Switch to UMAP mode. (bottom left pane)

Try rotating the view by dragging. Notice that some points that appeared on top of each other actually were in different places but just looked nearby because we were taking a 2D picture of a 3D space. By analogy, even the 3D space is a picture of a much higher dimensional space (384 dimensions in this case).

Rotate the view around until you can clearly see a clump of points that isn't overlapped with some other points. It's easiest to see these on the outside edges of the "ball" of data. Mouse around that clump to see what the sentences are. Try to identify a characteristic that those sentences have in common. Also think about what's different among those sentences: what does the embedding projection not capture?

Next, try clicking on an individual sentence. Look on the right pane: this is "getting a tape measure out" and looking at distances (or similarities) in the original space.

In [ ]:
# Write the embeddings to a file so that the projector can view them.
writer = SummaryWriter()
writer.add_embedding(corpus_embeddings, corpus_sentences)
writer.close()
In [ ]:
%tensorboard --logdir=runs

Find Clusters¶

The approach we'll use here looks for "communities" of sentences. It tries to find groups of highly-similar sentences. It doesn't try to assign every sentence to a community.

There are two parameters that we can configure:

  1. How similar do sentences need to be?
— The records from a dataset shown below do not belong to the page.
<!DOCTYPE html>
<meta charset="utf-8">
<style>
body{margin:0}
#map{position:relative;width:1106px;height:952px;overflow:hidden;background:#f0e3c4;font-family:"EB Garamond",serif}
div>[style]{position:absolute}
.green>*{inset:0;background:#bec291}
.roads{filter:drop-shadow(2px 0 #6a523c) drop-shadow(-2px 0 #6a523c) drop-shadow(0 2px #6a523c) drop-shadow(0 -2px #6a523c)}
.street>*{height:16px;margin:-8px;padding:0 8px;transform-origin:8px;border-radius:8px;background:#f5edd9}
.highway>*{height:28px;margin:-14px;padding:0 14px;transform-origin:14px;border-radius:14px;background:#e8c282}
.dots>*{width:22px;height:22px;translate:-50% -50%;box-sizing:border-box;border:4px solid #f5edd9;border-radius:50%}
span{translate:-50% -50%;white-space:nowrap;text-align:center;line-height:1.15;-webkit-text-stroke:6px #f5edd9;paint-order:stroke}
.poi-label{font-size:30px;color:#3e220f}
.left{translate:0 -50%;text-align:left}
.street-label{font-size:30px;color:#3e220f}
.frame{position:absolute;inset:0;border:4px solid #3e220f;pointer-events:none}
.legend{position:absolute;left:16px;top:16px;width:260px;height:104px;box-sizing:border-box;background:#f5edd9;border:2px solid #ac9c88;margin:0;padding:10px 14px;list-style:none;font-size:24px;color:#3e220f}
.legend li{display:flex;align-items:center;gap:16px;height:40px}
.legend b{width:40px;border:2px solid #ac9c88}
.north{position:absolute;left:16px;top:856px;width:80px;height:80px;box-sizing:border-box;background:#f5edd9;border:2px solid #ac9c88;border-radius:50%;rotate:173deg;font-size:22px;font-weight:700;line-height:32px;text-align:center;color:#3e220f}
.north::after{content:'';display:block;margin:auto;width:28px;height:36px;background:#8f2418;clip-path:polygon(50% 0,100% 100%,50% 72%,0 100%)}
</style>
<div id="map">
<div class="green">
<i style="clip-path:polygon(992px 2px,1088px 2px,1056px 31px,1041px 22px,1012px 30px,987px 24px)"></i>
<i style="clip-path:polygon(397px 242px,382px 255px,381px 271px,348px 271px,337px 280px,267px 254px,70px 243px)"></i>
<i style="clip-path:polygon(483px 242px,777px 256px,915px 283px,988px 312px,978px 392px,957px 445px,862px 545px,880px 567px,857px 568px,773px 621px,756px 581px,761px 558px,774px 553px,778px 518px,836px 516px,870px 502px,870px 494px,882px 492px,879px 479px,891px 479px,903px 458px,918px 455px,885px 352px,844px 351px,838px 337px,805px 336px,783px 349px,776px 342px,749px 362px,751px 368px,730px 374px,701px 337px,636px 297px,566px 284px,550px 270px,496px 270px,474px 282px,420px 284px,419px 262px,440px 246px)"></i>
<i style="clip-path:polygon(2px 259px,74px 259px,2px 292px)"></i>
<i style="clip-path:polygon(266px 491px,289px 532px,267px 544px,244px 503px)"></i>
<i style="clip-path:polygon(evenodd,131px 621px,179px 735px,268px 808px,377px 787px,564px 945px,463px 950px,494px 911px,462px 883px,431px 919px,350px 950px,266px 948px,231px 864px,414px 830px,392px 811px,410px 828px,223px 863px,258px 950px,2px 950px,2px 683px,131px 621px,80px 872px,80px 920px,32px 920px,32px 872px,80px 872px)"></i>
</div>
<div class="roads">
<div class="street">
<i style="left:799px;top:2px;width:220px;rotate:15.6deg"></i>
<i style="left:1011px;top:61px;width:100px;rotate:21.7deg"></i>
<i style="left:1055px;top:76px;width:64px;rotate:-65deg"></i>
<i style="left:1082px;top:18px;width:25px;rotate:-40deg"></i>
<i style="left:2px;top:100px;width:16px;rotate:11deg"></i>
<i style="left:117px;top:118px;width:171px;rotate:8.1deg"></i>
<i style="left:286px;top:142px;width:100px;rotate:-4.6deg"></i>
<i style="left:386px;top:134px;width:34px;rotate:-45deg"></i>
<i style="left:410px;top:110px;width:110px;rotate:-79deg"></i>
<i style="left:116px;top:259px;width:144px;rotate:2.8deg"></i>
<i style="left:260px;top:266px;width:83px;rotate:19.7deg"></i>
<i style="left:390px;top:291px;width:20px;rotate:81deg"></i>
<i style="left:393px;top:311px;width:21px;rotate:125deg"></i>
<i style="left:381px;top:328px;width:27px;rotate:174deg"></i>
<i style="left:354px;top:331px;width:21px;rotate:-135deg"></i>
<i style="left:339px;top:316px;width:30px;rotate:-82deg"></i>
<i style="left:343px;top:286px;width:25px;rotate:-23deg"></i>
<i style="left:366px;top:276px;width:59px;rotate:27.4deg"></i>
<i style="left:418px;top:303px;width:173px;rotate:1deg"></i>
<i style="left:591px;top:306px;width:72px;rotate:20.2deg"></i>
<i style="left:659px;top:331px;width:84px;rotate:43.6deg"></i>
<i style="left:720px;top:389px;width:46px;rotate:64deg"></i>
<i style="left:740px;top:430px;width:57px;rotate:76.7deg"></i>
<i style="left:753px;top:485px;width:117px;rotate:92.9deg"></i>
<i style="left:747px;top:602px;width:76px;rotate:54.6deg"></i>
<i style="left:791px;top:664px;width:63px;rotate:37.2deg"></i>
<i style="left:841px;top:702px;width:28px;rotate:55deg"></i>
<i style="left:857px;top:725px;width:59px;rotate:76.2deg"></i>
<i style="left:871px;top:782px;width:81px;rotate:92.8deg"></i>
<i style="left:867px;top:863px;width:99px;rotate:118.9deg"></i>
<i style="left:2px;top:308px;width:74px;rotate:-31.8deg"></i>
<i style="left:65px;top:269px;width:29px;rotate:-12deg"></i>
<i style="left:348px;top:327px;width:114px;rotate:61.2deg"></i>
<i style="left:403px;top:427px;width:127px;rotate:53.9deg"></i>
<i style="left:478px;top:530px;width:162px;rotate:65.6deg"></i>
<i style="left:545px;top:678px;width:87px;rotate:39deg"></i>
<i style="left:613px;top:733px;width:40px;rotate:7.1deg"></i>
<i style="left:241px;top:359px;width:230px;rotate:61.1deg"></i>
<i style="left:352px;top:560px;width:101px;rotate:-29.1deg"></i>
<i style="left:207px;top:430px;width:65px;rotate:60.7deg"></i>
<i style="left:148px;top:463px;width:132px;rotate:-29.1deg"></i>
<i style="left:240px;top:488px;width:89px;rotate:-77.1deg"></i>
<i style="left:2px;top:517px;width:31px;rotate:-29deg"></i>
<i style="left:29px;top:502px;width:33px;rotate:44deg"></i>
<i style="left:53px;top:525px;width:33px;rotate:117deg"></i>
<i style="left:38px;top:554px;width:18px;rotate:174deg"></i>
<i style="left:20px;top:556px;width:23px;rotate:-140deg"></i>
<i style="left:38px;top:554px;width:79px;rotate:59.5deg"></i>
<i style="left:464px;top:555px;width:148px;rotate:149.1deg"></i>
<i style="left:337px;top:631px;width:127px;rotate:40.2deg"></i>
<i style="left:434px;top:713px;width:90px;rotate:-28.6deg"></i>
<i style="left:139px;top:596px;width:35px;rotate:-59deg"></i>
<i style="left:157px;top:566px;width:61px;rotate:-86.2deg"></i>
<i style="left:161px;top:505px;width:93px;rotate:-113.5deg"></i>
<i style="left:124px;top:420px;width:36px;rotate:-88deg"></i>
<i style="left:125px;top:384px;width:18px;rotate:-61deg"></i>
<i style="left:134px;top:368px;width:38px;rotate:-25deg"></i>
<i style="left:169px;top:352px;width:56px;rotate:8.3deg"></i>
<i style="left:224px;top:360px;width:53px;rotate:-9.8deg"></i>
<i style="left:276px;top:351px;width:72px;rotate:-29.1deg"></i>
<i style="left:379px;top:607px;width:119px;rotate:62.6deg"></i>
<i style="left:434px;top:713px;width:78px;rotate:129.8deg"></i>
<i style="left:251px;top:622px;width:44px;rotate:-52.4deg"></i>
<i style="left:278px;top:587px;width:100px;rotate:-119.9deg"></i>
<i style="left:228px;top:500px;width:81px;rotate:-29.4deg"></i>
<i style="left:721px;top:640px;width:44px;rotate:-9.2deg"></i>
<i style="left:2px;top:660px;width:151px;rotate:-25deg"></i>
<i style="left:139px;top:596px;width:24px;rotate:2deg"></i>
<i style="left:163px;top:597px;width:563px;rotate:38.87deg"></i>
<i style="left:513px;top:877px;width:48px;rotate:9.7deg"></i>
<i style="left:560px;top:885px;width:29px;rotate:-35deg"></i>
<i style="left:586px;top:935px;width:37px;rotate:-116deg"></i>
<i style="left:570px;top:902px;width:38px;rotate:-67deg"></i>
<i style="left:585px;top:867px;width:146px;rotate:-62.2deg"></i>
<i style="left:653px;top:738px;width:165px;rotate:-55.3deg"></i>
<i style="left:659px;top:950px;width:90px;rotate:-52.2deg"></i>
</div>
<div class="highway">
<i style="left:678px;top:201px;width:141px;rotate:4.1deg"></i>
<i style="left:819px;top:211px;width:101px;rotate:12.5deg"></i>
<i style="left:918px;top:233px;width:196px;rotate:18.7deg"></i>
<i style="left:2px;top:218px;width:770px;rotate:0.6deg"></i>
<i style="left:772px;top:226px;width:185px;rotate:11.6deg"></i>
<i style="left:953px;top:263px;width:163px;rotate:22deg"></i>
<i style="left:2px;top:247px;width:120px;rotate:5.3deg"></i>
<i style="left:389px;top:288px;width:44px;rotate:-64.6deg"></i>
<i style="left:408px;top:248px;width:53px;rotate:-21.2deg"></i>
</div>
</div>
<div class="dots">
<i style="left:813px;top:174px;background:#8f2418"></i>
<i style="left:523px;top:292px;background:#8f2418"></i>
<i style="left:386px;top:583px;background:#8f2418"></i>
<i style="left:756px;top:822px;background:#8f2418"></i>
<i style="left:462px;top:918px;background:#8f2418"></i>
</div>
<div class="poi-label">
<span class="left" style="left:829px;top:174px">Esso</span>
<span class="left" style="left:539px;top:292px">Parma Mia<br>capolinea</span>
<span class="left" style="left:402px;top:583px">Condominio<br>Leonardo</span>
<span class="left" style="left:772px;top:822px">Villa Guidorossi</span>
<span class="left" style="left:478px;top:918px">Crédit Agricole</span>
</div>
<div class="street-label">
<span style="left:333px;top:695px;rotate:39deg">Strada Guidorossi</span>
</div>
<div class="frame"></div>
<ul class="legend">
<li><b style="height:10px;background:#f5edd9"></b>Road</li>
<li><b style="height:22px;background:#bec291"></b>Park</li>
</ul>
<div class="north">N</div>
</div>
If a sentence isn't similar enough to a community, it won't get included.
  2. How big do communities need to be? If a community is too small, it won't get reported.
In [ ]:
start_time = time.time()

# Two parameters to tune:
# min_cluster_size: Only consider cluster that have at least a certain number of sentences
# threshold: Consider sentence pairs with a cosine-similarity larger than threshold as similar
clusters = util.community_detection(corpus_embeddings, min_community_size=5, threshold=0.75)

print("Clustering done after {:.2f} sec".format(time.time() - start_time))

# Print for all clusters the top 3 and bottom 3 elements
for i, cluster in enumerate(clusters):
    print("\nCommunity {} ({} sentences)".format(i+1, len(cluster)))
    for sentence_id in cluster[0:3]:
        print("\t", corpus_sentences[sentence_id])
    print("\t", "...")
    for sentence_id in cluster[-3:]:
        print("\t", corpus_sentences[sentence_id])

How does it work?¶

Now we have a vector for each sentence (in this case, each question). They are stored in an object called a tensor. Each row of the tensor corresponds to a sentence. The elements in that row are the vector for that sentence.

In [ ]:
corpus_embeddings
In [ ]:
corpus_embeddings.shape

Here is how we can get out the vector for a sentence.

In [ ]:
# let's look for a few example sentences by keywords
gmail_sents = [(i, sent) for i, sent in enumerate(corpus_sentences) if 'password' in sent and 'gmail' in sent.lower()]
gmail_sents
In [ ]:
sentence_idx = gmail_sents[0][0]
print("Getting the vector for sentence {}: \"{}\"".format(sentence_idx, corpus_sentences[sentence_idx]))
vec = corpus_embeddings[sentence_idx]

print("The vector has", len(vec), "elements.")

Looking for Similar Vectors¶

Let's try to compute the similarity of this vector with every other vector. We do this by multiplying corresponding elements of the two vectors and adding up the result. (This is called a dot product.) It turns out that we can do this with a matrix multiplication.

In [ ]:
similarity_scores = corpus_embeddings.matmul(vec)
similarity_scores

Which sentences have vectors that are most similar? Let's look at which sentences correspond to the top k most similar vectors.

In [ ]:
[corpus_sentences[i] for i in similarity_scores.topk(15).indices]
In [ ]: